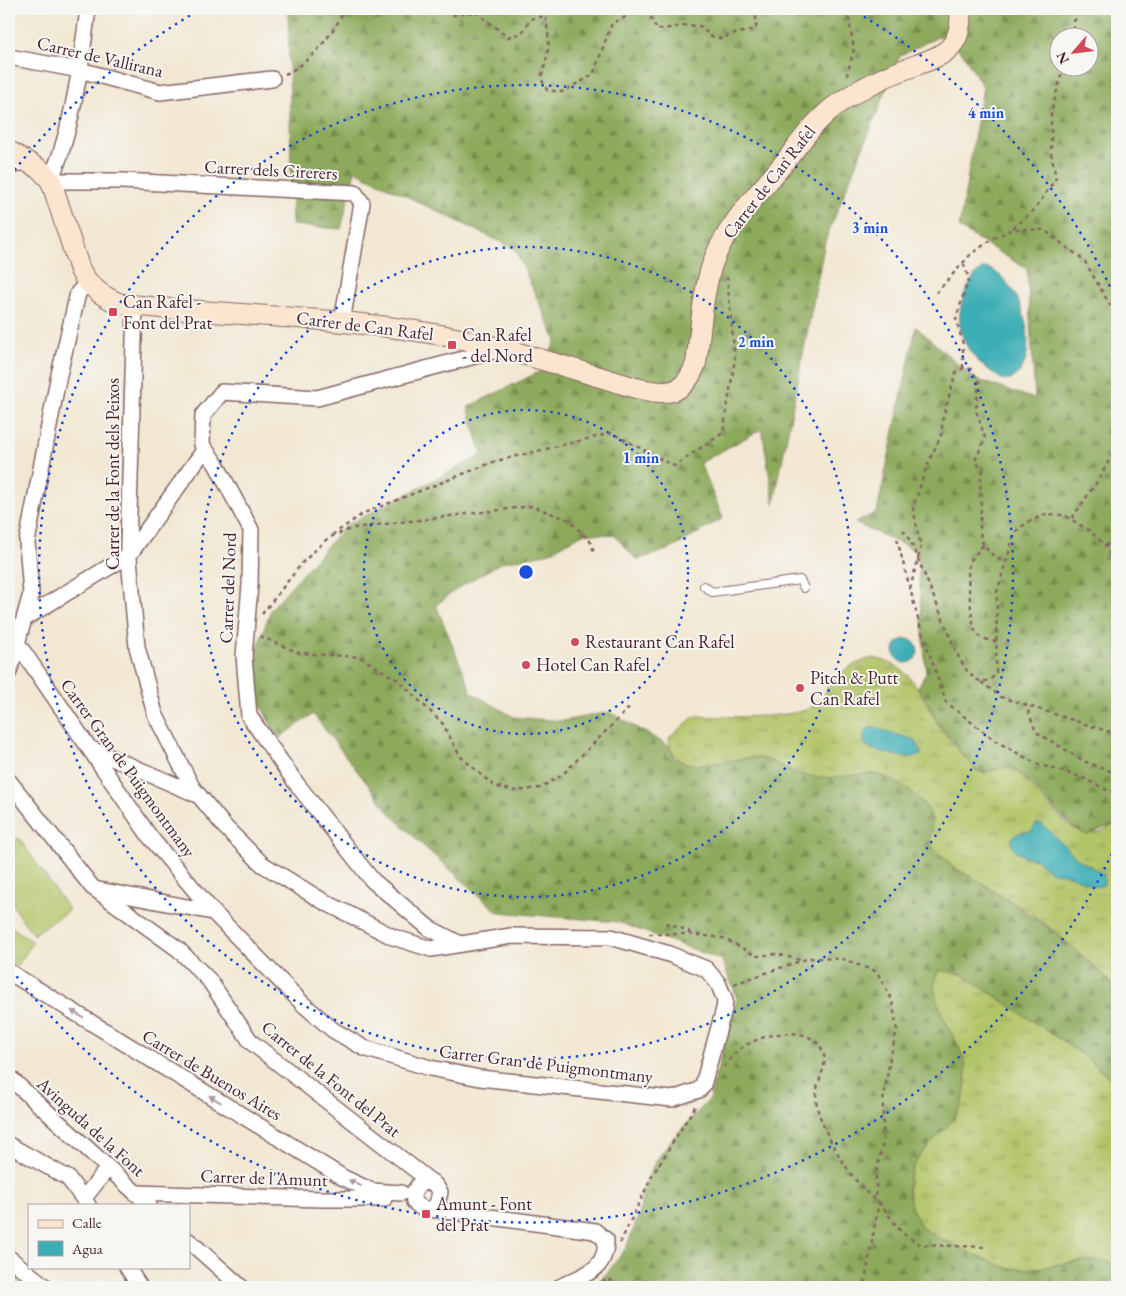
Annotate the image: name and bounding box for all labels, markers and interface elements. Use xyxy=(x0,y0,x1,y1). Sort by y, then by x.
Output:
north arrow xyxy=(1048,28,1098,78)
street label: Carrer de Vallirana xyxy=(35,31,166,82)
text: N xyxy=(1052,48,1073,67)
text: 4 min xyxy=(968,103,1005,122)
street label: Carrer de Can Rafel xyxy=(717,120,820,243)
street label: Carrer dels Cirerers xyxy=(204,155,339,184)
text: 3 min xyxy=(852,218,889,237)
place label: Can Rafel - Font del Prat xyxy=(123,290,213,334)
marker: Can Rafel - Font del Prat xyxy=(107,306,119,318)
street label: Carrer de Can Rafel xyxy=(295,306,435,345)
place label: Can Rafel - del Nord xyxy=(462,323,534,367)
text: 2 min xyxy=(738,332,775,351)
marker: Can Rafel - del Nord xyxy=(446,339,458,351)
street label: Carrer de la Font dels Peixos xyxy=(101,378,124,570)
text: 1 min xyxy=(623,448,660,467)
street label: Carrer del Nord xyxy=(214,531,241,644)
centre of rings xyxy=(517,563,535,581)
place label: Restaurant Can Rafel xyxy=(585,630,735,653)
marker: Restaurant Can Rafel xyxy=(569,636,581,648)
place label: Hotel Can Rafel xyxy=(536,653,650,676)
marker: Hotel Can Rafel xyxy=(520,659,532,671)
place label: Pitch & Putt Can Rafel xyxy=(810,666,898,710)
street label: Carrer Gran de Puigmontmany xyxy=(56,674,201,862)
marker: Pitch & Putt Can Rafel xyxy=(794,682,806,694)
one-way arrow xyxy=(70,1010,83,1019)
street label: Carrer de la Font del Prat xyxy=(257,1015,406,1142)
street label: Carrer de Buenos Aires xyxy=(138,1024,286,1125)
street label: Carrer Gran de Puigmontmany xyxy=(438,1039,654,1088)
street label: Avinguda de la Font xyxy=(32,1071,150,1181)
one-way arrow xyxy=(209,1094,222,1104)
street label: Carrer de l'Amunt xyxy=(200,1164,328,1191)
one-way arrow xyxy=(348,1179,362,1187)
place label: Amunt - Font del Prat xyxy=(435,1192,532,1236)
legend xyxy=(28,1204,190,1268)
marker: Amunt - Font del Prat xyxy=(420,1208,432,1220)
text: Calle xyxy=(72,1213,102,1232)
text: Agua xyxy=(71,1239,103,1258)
********
=== What to produce ===
From the data above, copy out every line with the string "dels" in it.

=== Answer space ===
street label: Carrer dels Cirerers xyxy=(204,155,339,184)
street label: Carrer de la Font dels Peixos xyxy=(101,378,124,570)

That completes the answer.